WORK INSTRUCTION —
Go through the material and return every line that contains the string "view".

SOURCE MATERIAL —
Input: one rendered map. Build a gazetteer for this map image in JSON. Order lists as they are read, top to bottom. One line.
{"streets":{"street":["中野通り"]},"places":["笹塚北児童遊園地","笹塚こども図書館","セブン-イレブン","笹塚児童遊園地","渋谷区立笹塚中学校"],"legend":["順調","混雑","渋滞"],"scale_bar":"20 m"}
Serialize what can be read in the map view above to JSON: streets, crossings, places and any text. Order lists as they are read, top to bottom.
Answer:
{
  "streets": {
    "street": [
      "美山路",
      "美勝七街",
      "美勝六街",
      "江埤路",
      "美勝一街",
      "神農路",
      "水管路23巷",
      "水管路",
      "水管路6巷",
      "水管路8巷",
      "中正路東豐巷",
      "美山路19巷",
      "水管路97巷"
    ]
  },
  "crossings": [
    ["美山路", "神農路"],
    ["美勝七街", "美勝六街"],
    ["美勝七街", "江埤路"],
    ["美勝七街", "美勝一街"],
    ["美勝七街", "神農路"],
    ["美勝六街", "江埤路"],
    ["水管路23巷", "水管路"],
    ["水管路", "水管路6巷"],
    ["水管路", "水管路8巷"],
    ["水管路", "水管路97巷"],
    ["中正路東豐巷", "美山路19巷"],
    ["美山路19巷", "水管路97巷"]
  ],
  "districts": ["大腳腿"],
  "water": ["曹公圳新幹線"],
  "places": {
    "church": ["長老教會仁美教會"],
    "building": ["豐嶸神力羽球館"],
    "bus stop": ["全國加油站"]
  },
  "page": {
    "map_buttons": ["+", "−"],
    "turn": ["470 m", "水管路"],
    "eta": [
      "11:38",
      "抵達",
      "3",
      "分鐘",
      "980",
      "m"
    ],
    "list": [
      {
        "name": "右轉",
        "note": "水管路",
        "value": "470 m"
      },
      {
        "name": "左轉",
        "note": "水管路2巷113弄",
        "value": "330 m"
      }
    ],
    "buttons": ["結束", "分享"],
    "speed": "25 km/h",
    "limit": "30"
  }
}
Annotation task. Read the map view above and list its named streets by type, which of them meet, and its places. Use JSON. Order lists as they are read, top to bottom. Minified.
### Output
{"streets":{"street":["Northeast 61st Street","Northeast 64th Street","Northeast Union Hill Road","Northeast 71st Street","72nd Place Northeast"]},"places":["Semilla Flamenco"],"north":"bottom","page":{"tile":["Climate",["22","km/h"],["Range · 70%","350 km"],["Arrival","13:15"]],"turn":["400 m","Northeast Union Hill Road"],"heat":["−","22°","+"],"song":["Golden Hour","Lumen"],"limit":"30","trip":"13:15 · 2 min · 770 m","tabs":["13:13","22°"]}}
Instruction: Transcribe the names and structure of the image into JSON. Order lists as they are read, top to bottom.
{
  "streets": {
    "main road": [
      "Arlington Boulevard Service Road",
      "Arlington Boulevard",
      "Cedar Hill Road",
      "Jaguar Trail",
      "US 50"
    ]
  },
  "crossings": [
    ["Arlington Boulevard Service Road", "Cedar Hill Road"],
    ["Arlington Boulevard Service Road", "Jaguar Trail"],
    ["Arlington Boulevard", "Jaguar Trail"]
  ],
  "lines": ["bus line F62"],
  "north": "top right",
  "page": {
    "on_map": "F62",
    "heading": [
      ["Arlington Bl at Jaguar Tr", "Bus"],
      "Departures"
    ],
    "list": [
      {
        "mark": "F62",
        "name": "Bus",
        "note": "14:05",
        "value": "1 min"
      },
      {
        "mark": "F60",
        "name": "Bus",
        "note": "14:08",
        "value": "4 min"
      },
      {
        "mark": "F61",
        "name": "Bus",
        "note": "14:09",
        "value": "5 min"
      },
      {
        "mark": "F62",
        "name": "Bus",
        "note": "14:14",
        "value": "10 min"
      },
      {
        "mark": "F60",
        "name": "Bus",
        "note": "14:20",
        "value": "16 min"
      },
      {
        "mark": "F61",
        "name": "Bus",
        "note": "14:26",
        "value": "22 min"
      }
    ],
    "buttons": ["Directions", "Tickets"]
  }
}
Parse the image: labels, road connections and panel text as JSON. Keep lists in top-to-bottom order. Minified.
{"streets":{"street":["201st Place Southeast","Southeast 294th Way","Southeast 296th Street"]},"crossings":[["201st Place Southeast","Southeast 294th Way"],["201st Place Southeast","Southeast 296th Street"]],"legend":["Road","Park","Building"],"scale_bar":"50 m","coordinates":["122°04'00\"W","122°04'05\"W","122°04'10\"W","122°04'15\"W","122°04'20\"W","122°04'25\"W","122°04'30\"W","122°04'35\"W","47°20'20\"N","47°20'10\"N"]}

ANSWER SPACE —
Serialize what can be read in the map view above to JSON: streets, crossings, places and any text. Order lists as they are read, top to bottom.
Annotation task. Read the map view above and list its named streets by type, which of them meet, and its places. Use JSON. Order lists as they are read, top to bottom. Minified.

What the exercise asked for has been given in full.